Les parapluies dissimulent les mines sombrent des 5 000 anonymes endeuillés, venus saluer une dernière fois l’enfant du pays. Yves Rocher a été victime d’un accident vasculaire cérébral, à l’aube de ses 80 ans. Sur le parvis de l’église, dans la salle des fêtes ou encore sous les halles de La Gacilly, quatre écrans géants diffusent la cérémonie des obsèques du capitaine d’industrie. Ce 27 décembre 2009, les hommages affluent de ministres, préfets, députés, maires de gauche et de droite, personnalités locales, etc. Tous saluent un « génie visionnaire », « parti de rien », qui a su développer son village natal, à l’heure où il était touché par l’exode rural. C’est ici qu’il a noirci les premières pages d’une étonnante saga industrielle, celle d’un groupe familial devenu international, aujourd’hui fort de 16 000 collaborateurs et 40 millions de clientes dans le monde. Avant de partir à la conquête de la planète, Yves Rocher a posé les fondations de ses ambitions à La Gacilly. Dans les ruelles de la petite cité, l’histoire du fils de Joseph le chapelier teinturier est racontée à l’envi. Tous ici connaissent les origines de l’épopée industrielle. 

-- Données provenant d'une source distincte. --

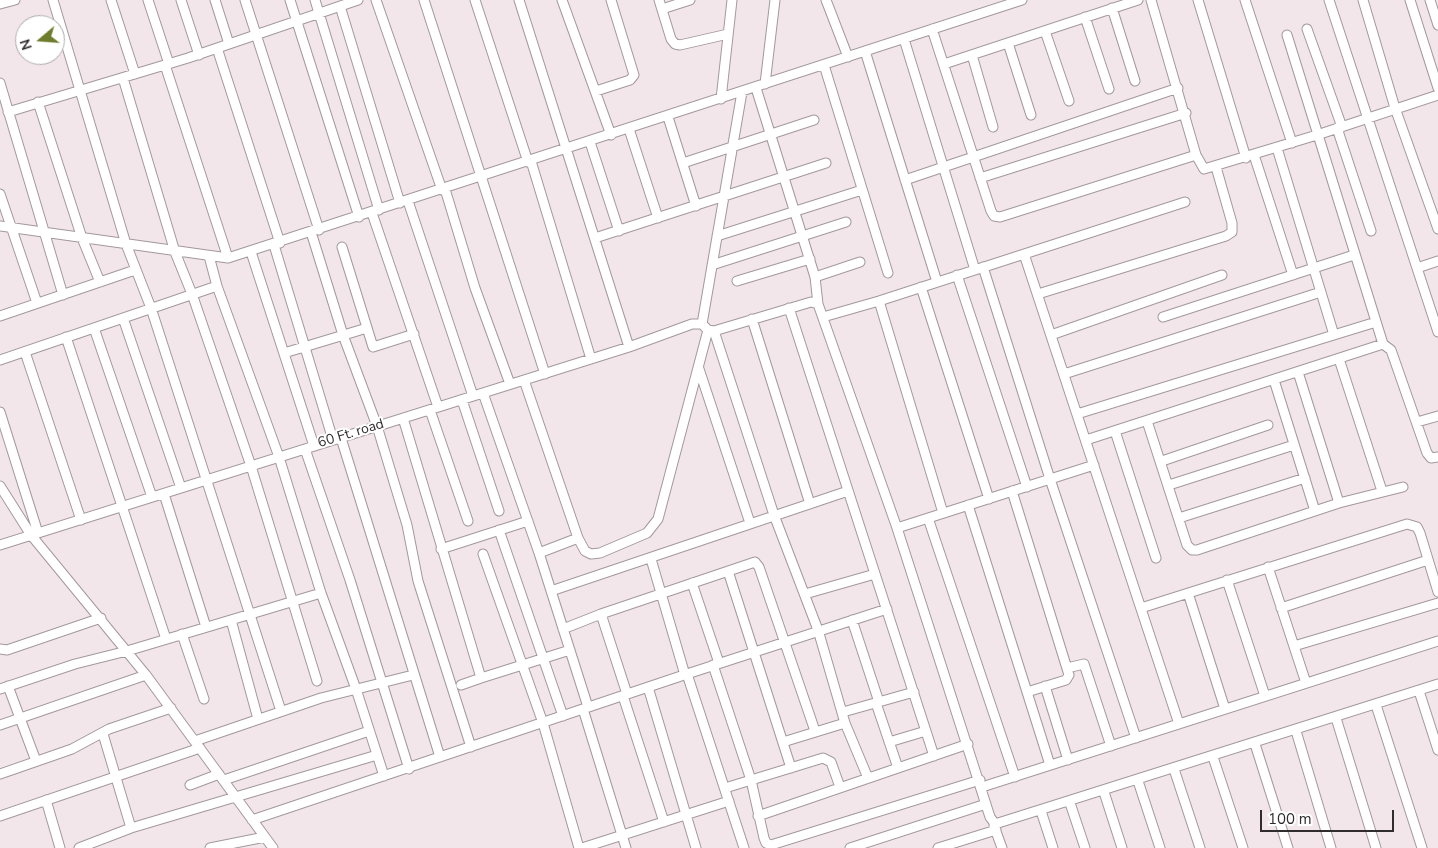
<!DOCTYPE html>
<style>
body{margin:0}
#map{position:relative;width:1438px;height:848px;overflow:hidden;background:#f2e6eb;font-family:"Nunito Sans",sans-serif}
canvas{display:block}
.north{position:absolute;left:15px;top:15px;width:50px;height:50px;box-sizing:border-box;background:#fff;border:1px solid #adabab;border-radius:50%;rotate:252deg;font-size:14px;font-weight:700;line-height:20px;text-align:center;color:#312c2e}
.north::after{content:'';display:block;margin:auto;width:18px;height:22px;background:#6d7d2b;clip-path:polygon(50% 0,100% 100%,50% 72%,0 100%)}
.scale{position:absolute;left:1260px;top:810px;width:134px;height:22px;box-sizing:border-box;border:2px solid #312c2e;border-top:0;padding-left:6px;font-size:15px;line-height:18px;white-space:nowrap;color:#312c2e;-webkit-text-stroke:4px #fff;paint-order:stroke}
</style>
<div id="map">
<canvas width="1438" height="848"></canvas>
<div class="north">N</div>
<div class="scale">100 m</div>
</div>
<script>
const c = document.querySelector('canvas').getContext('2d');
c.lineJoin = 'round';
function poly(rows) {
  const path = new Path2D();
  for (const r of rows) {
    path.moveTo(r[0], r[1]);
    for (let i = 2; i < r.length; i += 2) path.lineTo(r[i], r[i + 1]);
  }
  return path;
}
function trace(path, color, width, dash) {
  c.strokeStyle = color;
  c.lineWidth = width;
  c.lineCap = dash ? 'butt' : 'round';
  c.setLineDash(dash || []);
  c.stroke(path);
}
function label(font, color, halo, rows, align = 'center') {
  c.font = font + ' "Nunito Sans",sans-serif';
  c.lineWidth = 4;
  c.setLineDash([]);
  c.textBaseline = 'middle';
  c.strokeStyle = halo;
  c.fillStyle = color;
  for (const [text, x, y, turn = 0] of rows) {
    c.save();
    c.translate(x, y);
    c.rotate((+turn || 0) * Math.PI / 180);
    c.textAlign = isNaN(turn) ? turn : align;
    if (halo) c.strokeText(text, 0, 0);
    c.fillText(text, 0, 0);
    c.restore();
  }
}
const minor = poly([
 [53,0,126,244,151,308,281,711],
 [111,0,135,74],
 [148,0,169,64],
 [181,0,199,55],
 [215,0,229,44],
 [245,0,319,230],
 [290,0,359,217],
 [315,0,379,210],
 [376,0,442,190],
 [424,0,545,374],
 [475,0,528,162],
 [519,0,629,347],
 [562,0,611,135],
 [659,0,671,39,675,44,680,45,728,34],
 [826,0,848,57],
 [1151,0,1196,155,1204,169,1317,135,1438,95],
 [1198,0,1246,158],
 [1245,0,1292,143],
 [1329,0,1438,332],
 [1363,0,1395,108,1438,229],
 [1410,0,1438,88],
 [1430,0,1438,25],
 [0,4,15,0],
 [340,6,400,203],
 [1112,8,1135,81],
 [662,9,690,0],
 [1085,17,1109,89],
 [932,29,991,211,994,216,1000,217,1196,155],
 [1307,29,1342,127],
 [1045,31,1069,101],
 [1287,35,1383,344],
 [904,39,975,270],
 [1008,43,1031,115],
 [217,48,280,243],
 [865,51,937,282],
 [972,55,993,127],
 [944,64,1138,0],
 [165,65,228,258],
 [824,65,888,273],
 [123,78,175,252,192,294,251,466,317,681],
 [0,83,63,295],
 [765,84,775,0],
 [756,88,815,277,818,304],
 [596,91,630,80,634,75,611,0],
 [721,99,732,0],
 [38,102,82,238,100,282],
 [8,112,188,58,358,0],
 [668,117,696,206],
 [1337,128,1371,231],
 [629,129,658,218],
 [590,142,619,231],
 [1277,148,1334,335],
 [1254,155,1293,275],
 [531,161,591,359],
 [683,163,814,120],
 [980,178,1186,113],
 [905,180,1178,88],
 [445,189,475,288,510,384],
 [0,194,37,303],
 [408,201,473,396],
 [372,213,438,407],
 [0,226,228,258,1022,0],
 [311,232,343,335,377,426,407,525,418,581,471,747],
 [717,236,862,190],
 [595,238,826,163],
 [274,245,333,440],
 [342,247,373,347,414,334],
 [251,252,314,446],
 [1024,254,1179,724],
 [209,256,217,286],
 [712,265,846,222],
 [983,267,1050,479,1136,738],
 [1417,268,1438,261],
 [957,275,1027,487],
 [815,277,860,262],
 [737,281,810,259],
 [921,287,989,499],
 [1038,294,1226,236,1232,232,1232,223,1216,167],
 [879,301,943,513],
 [789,308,934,756],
 [0,316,135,270],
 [823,317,879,301,1185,202],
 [1163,317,1354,255],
 [123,318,181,488],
 [752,319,810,504],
 [702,324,708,330,714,331,811,302,818,304,897,528,990,817,995,824,1438,684],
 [702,324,742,92],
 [94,328,152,497],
 [714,331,774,515,818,630,845,723,868,778],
 [1051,335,1222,275],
 [66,337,166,639],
 [25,352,81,520],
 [284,353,367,328],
 [1339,359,1382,491],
 [0,360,217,286,279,457,321,593,356,689,384,776],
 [699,369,750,523],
 [1298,372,1339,503],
 [1064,374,1321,292],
 [524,380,578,538,585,551,591,554,600,553,647,533,658,519,708,330],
 [1274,380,1315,511],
 [483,393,539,553,588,707],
 [462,400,499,511],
 [430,410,468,521],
 [0,412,38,533],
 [1077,414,1376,322],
 [403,418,481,678,570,650],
 [1147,421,1187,545,1192,550,1197,550,1339,503,1403,487],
 [1417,422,1438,416],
 [1115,431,1156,558],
 [341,438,440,757],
 [1086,440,1383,344,1391,350,1427,453,1431,458,1438,457],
 [305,449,350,580,409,769],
 [1162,461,1268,425],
 [1169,485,1294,445],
 [0,486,31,535,146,675,273,848],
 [1012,491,1069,675,1066,680,1027,692],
 [164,494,206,627],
 [968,505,1050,765],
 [928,518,1015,777],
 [1179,518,1305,478],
 [897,528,1094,465],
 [499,530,563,716],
 [0,545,629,347,692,324,702,324],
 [441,549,528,521],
 [539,553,578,538],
 [483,554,543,723,579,848],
 [651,559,685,675],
 [1268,567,1306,683],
 [728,571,791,768],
 [1227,580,1265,696],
 [692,583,719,663],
 [551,591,848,491],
 [1188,593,1225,709],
 [805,594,875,574],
 [1141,608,1407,524,1417,527,1420,533,1438,592],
 [1281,608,1428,560],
 [601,614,627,694],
 [231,620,258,719],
 [852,620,879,702],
 [563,629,601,614,755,562,759,567,815,731],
 [182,634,204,699],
 [1294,646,1438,603],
 [0,649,7,650,101,618],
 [713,665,751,780,764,838,766,843,771,845,980,780],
 [1067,668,1084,664,1111,746],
 [687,674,887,609],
 [461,685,481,678],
 [8,686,36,761],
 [1045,686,1068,760],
 [648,687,696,848],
 [0,689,75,664,127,651,321,593],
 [1419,691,1438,750],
 [623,696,664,822],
 [876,703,898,768],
 [1376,705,1422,848],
 [583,709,626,848],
 [843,712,914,692],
 [1336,718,1376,848],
 [0,725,146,675],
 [1296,731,1331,848],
 [103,734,131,828],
 [195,741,321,698,413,675],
 [783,742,845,723],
 [889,742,926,731],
 [1255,744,1288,848],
 [1213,757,1243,848],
 [1174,769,1200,848],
 [0,774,72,749,109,729,171,708],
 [224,780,369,731],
 [1138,781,1160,848],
 [190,785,219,774],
 [982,787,1438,641],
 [725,788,823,758,831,762,840,787],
 [1104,792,1122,848],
 [46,800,60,848],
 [1070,803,1085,848],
 [1041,811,1053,848],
 [0,816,200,748],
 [758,816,968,744],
 [252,820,687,674,744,848],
 [994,826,1002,848],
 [79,848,131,828,377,755],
 [210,848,265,837],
 [582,848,729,801],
 [850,848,986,804],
 [938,848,996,830]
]);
const streetNames = [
 ["60 Ft. road",351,434,-17]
];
trace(minor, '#a3989c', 11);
trace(minor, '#fff', 9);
label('14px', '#312c2e', '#fff', streetNames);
</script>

La Gacilly. La saga Yves Rocher

L’homme n’a que 26 ans lorsqu’il développe, dans son grenier, une recette confiée par une guérisseuse locale : celle d’une pommade à base de ficaire, destinée à soigner les hémorroïdes. En 1959, peu misent sur la réussite du jeune passionné de botanique. « Un grand publicitaire de l’époque lui a même dit : ‘‘Jeune homme, arrêtez tout ! Vous allez perdre beaucoup d’argent’’, rapporte Jacques Rocher, l’un de ses fils. L’idée de fabriquer des produits de beauté à base de plantes, portant le nom d’un homme, Yves Rocher, vendus par correspondance et en plus à partir d’un petit village de Bretagne, paraissait saugrenue. » Son Breton de père, au caractère affirmé, fait pourtant confiance à son intuition. Il déploie la vente de sa crème aux plantes avec des annonces publiées dans Ici Paris et France Dimanche. Les commandes explosent. « C’était un personnage culotté, se souvient Jo Kerguéris, ancien président du conseil départemental du Morbihan. Il a familiarisé les femmes des classes moyennes et populaires avec les produits cosmétiques naturels. » Yves Rocher, à qui son père Joseph a transmis son amour de la nature, ouvre en 1959 son premier Laboratoire de biologie végétale. A l’époque, les produits de synthèse entrent largement dans la composition des crèmes de beauté de grandes marques qui privilégient la vente en magasin. Yves Rocher prend le contre-pied. Il s’appuie sur les connaissances acquises enfant lors de longues balades en forêt avec son père et précieusement conservées dans un cahier d’écolier. Son cousin et parrain, le médecin Joseph-Pierre Ricaud, lui dévoile les secrets des plantes médicinales et leurs vertus. Le jeune homme choisit de développer ce qui deviendra un slogan : une gamme de produits de « beauté par les plantes ». 

10.000 emplois

Il choisit de pénétrer le marché en s’appuyant sur la vente par correspondance (VPC). Jackpot. Le développement de l’entreprise est exponentiel. Yves Rocher nourrit davantage d’ambitions. Dans un courrier adressé aux habitants, il fait le serment de rendre un jour « La Gacilly connue et prospère ». Le Gacilien va s’en donner les moyens, notamment en faisant entrer son entreprise dans une nouvelle dimension industrielle. Depuis le lancement de son laboratoire, le business-man aura inauguré trois usines à La Gacilly, Ploërmel et Rieux, ouvert un premier magasin boulevard Haussmann à Paris, créé un jardin botanique, écrit le Livre vert de la beauté traduit en 20 langues et diffusé à 10 millions d’exemplaires.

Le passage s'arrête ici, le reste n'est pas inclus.